Re: equivalent of realloc in C++

From:
"Bo Persson" <bop@gmb.dk>
Newsgroups:
comp.lang.c++.moderated
Date:
Tue, 17 Mar 2009 18:23:13 CST
Message-ID:
<72ag2tFou04iU1@mid.individual.net>
Boris Rasin wrote:

On Mar 17, 12:06 am, "Bo Persson" <b...@gmb.dk> wrote:

The premise was that we (1) do not have enough room to grow by 50%,
but (2) it just so happened that there were some spare bytes after
the current allocation that were enough for out immediate needs.

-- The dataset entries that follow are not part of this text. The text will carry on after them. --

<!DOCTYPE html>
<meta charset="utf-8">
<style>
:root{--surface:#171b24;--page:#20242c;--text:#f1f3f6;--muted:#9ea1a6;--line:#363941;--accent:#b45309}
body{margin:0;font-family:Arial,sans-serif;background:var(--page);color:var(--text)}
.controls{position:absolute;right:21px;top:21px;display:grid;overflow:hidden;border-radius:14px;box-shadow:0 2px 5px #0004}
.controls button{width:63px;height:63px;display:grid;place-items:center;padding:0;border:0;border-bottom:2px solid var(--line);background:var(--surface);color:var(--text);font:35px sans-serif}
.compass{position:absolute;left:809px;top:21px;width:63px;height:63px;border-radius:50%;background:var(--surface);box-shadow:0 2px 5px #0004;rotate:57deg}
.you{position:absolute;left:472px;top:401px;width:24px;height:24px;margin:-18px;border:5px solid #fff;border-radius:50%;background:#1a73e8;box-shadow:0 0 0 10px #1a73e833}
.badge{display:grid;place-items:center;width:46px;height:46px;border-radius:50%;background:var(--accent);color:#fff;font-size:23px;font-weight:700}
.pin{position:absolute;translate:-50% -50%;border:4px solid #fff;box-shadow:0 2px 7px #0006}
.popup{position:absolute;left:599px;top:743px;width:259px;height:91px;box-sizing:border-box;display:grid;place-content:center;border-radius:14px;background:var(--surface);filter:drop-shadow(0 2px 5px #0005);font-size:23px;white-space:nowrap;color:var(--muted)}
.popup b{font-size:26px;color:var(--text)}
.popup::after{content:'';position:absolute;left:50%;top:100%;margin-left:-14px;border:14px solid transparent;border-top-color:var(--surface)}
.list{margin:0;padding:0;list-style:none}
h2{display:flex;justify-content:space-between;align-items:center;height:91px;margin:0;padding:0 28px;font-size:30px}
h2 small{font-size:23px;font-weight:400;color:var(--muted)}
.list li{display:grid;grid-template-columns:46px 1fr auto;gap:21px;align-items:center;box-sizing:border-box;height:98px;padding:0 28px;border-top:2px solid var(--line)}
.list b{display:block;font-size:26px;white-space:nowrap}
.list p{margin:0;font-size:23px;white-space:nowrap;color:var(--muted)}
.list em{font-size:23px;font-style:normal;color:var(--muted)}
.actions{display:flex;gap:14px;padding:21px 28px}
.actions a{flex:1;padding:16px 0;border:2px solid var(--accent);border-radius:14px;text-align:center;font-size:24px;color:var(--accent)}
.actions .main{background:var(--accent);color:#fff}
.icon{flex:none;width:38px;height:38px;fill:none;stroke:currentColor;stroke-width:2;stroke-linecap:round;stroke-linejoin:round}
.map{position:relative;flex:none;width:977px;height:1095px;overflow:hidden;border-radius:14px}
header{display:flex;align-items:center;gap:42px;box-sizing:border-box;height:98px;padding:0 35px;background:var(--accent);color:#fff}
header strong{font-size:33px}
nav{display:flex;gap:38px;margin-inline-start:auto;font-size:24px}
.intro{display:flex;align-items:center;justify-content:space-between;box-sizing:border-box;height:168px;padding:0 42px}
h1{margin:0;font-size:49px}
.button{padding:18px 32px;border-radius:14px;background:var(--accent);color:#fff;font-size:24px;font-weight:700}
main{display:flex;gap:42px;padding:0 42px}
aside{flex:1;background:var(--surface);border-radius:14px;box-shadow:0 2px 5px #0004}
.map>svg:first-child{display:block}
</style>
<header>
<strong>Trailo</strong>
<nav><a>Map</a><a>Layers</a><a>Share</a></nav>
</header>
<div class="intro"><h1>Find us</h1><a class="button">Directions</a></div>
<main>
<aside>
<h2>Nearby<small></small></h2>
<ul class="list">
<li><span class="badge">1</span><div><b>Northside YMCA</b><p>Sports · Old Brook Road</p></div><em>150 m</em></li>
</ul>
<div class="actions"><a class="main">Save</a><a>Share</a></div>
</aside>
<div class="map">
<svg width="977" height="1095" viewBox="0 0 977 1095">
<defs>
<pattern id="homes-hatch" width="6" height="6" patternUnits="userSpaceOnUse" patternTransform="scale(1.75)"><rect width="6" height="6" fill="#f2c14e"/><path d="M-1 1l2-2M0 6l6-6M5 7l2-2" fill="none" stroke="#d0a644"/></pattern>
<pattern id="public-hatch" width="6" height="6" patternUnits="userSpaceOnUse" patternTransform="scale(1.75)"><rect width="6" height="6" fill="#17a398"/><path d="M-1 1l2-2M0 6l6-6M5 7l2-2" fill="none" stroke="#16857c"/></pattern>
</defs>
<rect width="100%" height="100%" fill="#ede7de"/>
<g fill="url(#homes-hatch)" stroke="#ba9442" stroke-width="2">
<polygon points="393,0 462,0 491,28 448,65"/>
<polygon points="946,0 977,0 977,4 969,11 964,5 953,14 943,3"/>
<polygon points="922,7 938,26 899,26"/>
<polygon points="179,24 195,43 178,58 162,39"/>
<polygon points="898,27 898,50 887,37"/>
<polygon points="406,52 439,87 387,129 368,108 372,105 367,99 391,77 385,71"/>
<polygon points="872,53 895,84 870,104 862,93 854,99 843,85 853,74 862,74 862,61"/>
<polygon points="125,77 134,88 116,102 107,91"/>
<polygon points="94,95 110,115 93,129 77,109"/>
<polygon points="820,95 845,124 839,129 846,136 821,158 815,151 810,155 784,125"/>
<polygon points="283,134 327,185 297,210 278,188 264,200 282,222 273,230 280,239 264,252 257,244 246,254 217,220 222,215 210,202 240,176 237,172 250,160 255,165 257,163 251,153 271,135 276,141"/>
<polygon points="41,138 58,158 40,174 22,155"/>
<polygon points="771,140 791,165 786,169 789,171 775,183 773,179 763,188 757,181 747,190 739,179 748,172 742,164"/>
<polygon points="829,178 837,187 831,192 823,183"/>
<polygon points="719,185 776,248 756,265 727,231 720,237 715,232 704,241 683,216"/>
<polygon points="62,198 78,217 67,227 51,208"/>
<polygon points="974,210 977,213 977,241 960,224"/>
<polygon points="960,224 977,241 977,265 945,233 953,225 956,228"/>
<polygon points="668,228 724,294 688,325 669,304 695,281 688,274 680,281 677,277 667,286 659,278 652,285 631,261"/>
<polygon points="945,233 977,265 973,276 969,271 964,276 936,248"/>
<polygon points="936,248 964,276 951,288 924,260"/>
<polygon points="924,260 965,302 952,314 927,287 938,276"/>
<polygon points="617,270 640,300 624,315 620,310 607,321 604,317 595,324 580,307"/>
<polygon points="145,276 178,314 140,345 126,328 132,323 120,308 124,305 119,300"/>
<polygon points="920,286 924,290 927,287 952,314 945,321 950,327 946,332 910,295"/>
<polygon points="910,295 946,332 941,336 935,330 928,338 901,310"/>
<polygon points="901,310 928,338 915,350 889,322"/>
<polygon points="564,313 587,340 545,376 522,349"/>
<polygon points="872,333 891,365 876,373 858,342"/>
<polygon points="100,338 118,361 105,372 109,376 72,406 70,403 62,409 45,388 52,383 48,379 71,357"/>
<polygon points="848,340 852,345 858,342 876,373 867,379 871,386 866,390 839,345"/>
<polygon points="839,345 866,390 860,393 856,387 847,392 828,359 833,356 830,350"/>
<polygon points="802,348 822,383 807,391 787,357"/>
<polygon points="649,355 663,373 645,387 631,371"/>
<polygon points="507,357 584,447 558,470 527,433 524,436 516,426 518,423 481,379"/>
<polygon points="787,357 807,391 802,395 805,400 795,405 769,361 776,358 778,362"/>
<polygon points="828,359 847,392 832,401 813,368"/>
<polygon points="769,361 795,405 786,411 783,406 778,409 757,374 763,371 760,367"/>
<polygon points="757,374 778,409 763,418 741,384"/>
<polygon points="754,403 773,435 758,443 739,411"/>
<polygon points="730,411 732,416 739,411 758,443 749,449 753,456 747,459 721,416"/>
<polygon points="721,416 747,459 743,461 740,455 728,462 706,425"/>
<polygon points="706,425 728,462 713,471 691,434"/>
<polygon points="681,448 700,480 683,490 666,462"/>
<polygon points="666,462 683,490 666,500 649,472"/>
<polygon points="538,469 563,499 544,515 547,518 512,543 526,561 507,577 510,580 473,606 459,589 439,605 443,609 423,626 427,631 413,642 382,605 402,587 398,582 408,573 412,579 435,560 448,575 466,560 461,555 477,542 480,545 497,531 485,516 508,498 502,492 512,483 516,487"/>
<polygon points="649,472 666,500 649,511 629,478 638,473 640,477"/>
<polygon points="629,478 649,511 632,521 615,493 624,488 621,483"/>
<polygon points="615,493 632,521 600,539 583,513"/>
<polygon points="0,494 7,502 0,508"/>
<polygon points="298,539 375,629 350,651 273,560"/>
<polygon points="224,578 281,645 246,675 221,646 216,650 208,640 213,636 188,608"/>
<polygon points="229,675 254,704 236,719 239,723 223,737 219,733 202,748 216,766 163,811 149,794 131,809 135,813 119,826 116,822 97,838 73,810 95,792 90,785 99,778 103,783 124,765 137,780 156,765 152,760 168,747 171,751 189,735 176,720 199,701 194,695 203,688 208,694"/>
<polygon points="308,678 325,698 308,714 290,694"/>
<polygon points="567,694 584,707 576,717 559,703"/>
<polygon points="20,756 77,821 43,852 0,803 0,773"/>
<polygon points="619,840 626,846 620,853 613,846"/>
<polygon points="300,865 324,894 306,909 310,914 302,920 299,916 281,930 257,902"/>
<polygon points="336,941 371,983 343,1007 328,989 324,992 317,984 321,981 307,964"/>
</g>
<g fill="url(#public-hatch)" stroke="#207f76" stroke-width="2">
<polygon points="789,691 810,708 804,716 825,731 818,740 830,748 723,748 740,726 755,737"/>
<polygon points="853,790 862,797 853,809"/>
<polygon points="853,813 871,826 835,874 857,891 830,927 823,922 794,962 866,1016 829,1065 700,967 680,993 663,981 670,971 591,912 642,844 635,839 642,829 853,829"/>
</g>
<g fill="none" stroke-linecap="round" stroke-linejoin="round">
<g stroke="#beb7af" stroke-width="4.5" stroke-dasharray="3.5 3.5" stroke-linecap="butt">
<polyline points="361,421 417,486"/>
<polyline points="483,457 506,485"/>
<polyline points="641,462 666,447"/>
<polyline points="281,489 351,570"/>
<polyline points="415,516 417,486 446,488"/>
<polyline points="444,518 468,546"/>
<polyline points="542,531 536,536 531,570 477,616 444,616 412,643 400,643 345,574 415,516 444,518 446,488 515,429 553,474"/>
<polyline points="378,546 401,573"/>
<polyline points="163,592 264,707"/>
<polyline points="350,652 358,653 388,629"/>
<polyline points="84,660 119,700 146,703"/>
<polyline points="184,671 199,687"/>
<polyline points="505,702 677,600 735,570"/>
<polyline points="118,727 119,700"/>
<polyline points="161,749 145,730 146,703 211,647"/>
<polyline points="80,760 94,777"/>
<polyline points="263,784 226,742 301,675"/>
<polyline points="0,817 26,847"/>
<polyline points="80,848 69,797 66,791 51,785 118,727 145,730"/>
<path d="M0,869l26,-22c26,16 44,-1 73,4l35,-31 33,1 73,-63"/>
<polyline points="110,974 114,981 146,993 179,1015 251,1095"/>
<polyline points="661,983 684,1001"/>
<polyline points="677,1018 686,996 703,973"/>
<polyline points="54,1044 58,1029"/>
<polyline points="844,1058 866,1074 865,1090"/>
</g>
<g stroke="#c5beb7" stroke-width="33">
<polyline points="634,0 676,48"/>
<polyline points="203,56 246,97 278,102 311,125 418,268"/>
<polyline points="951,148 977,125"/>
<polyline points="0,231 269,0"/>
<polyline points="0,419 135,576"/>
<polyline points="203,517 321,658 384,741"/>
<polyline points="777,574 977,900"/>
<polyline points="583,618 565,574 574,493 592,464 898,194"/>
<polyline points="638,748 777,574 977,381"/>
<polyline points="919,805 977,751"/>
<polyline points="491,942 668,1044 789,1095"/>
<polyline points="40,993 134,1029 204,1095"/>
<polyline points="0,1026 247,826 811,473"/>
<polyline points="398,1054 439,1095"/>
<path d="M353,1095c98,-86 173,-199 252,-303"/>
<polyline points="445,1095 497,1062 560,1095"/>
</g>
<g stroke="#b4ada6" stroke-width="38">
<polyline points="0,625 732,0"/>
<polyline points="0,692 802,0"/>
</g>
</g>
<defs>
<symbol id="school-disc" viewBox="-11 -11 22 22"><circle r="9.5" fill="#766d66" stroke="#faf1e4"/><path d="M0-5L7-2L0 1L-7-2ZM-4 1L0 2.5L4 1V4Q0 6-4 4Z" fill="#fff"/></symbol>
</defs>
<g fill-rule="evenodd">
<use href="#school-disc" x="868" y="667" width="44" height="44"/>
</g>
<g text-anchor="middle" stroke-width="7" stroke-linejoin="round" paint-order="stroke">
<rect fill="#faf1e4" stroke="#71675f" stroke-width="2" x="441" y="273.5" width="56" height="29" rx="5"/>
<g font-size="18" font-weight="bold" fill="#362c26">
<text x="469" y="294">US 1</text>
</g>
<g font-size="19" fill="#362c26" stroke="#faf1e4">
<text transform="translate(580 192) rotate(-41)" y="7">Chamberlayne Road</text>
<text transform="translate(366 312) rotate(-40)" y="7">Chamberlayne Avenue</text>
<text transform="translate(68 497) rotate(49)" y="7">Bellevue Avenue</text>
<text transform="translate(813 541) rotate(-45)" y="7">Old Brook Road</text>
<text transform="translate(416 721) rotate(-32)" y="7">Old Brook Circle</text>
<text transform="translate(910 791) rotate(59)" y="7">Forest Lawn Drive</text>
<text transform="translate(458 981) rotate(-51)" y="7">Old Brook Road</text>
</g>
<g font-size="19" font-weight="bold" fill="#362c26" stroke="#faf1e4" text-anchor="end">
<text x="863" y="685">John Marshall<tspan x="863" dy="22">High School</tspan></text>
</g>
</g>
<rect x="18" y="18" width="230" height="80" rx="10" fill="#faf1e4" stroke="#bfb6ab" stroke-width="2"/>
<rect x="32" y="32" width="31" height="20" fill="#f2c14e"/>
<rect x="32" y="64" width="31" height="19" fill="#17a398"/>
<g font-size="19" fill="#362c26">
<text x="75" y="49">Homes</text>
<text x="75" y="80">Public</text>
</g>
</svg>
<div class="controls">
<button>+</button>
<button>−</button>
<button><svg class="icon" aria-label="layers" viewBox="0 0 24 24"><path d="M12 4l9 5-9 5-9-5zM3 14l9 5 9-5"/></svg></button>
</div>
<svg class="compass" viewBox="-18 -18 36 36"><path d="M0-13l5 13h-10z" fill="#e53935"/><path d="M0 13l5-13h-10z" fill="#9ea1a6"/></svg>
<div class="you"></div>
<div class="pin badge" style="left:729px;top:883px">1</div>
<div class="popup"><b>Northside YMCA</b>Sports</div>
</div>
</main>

My solution was to fix (1) by enlarging the address space, so that
case (2) will never be needed. Thus we don't need extra code to
test for this highly unlikely case.


Have you seen a graphical representation of how general allocation
heap of a fairy complex application looks after it's been running
for a while? With every used block represented by black pixel and
every free block by white, the image looks like a white noise.
Probably every second allocated block in there has some free space
behind it. In-place reallocation would save a lot of copying and
would be a very common case, not the "highly unlikely case" you are
presenting it to be.


Yes, when you repeatedly try to squeeze 4 GB out of a 4 GB address
space, it probably becomes very fragmented. If you instead try to
allocate your 4 GB out of 16M TB, there will be a lot of white space.
We don't have to look for every last pixel in the graph.

If it violates the "You don't pay for what you don't use"- principle,
I don't want this byte-squeezing designed into the container/allocator
interface. I believe we would regret this later.